Dan kini, Agustus tahun 2020, saat Indonesia akan memasuki usia ke-75 sebagai negara merdeka, Presiden ketujuh ini tak lagi minim sejarah. Neraca kelebihan dan kekurangannya, keberhasilan maupun kegagalannya selama enam tahun memangku kepemimpinan tertinggi di negara ini, telah menjadi bagian dari sejarah kontemporer politik dan kekuasaan Indonesia. Telah tersaji kepada kalangan akar rumput sampai ke tingkat elite bangsa –politik maupun ekonomi– yang selama ini telah menentukan jalan hidup bangsa ini.

Sejarah kontemporer Joko Widodo selama 6 tahun terakhir ini, bahkan juga telah tersaji ke dunia dengan segala keunikannya. Dunia kerapkali juga ingin tahu apa yang telah dicapai tokoh pemimpin yang bukan berasal dari kalangan elite tradisional dalam kehidupan politik Indonesia ini. Dalam sebuah jumpa pers di luar negeri, banyak pertanyaan gencar. Djawabnya dengan sederhana saja. “I want to test my ministers” dan ia pun mempersilahkan menterinya menjelaskan kemajuan Indonesia. Itulah kira-kira gunanya menteri bagi presiden. Bertemu Presiden AS, Donald Trump, di sela-sela KTT G-20 Hamburg 8 Juli 2017, ia berhasil menyenangkan hati presiden negara adikuasa itu dengan gaya khas Jawa. “First and importantly I must deliver to you warm greeting from your millions fans from Indonesia.” Trump tertawa-tawa. Dan sekali lagi Trump tertawa-tawa ketika Jokowi mengatakan,  “I can get into … trouble, if I don’t bring back some good news for your million of fans in Indonesia.

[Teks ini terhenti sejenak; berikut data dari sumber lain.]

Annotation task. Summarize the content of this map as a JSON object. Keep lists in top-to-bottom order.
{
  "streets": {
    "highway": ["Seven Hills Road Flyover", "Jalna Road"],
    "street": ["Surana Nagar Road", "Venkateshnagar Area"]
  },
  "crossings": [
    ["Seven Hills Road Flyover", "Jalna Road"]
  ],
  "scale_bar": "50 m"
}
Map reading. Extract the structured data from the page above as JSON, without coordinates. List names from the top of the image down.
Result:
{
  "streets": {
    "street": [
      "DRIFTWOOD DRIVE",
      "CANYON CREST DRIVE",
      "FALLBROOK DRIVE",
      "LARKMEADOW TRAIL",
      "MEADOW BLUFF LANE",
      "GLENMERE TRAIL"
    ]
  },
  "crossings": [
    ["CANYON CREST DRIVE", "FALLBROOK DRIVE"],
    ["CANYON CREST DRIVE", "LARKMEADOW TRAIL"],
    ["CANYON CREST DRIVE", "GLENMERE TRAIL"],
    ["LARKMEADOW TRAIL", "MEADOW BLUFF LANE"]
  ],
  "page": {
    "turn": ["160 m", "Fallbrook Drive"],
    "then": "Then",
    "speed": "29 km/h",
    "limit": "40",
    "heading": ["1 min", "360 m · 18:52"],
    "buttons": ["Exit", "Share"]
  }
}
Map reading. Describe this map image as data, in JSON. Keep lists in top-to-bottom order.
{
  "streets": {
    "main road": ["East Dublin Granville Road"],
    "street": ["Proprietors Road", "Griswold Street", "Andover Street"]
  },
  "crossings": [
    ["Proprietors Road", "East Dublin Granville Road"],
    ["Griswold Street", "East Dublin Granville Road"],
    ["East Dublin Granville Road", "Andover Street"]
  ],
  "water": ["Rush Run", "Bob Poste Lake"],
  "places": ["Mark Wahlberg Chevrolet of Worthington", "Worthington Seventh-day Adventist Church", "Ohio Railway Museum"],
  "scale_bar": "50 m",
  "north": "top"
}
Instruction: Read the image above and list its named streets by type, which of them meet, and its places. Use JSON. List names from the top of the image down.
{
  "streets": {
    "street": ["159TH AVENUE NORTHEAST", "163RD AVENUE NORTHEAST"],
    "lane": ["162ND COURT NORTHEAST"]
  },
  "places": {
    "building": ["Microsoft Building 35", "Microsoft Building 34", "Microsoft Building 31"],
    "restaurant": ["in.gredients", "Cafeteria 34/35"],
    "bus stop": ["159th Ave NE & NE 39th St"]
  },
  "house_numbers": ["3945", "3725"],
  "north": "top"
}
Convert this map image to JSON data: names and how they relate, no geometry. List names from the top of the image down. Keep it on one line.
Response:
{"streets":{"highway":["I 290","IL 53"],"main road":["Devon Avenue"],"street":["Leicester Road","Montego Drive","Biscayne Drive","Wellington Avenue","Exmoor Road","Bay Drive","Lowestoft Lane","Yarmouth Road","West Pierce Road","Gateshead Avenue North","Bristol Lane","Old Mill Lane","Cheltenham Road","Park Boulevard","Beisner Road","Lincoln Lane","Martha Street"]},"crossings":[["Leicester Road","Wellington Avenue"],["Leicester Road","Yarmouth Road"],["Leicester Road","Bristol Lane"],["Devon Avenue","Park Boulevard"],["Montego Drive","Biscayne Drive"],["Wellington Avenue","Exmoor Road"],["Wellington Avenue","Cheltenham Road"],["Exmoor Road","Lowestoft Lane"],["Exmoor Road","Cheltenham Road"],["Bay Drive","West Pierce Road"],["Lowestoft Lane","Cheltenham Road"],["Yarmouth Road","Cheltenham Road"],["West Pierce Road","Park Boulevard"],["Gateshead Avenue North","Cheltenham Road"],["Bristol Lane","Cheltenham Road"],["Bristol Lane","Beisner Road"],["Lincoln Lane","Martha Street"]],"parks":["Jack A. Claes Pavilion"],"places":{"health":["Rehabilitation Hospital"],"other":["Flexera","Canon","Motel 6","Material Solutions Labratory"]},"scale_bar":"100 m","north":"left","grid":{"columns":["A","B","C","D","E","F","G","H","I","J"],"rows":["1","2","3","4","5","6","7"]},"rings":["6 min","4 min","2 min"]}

Adakah keberhasilan Joko Widodo sebagai pemegang “mandat langit” dalam 6 tahun terakhir? Tentu ada. Banyak infrastruktur baru dibangun, di Papua, di Sulawesi, di Sumatera dan di Pulau Jawa sendiri. Meski, ada kritik diabaikannya asas skala prioritas dalam keterbatasan dana. Beberapa di antaranya mangkrak sementara. Sementara itu di Kalimantan sedang dipersiapkan pembangunan ibukota baru, kendati prosedur hukum dan perundang-undangannya belum rampung terpenuhi. Masih berposisi sebatas keinginan Presiden saja. Ever onward never retreat.

Tanda-tanda kegagalan lain, tentu juga banyak. Hutang luar negeri makin membengkak. Resesi mengancam. Korupsi tetap “dinamis”, bahkan kini berskala triliunan. Sementara KPK dianggap berhasil dilemahkan para pemangku kepentingan konspiratif. Dalam pada itu, ada begitu banyak janji politik belum terpenuhi. Di berbagai media tersaji catatan panjang janji tak terpenuhi maupun kata-kata tak konsisten dan berubah-ubah. Mulai dari janji membeli kembali Indosat, sampai usaha menarik dana parkir 11.000 triliun rupiah yang sudah tahunan daftarnya ada di saku Presiden Joko Widodo.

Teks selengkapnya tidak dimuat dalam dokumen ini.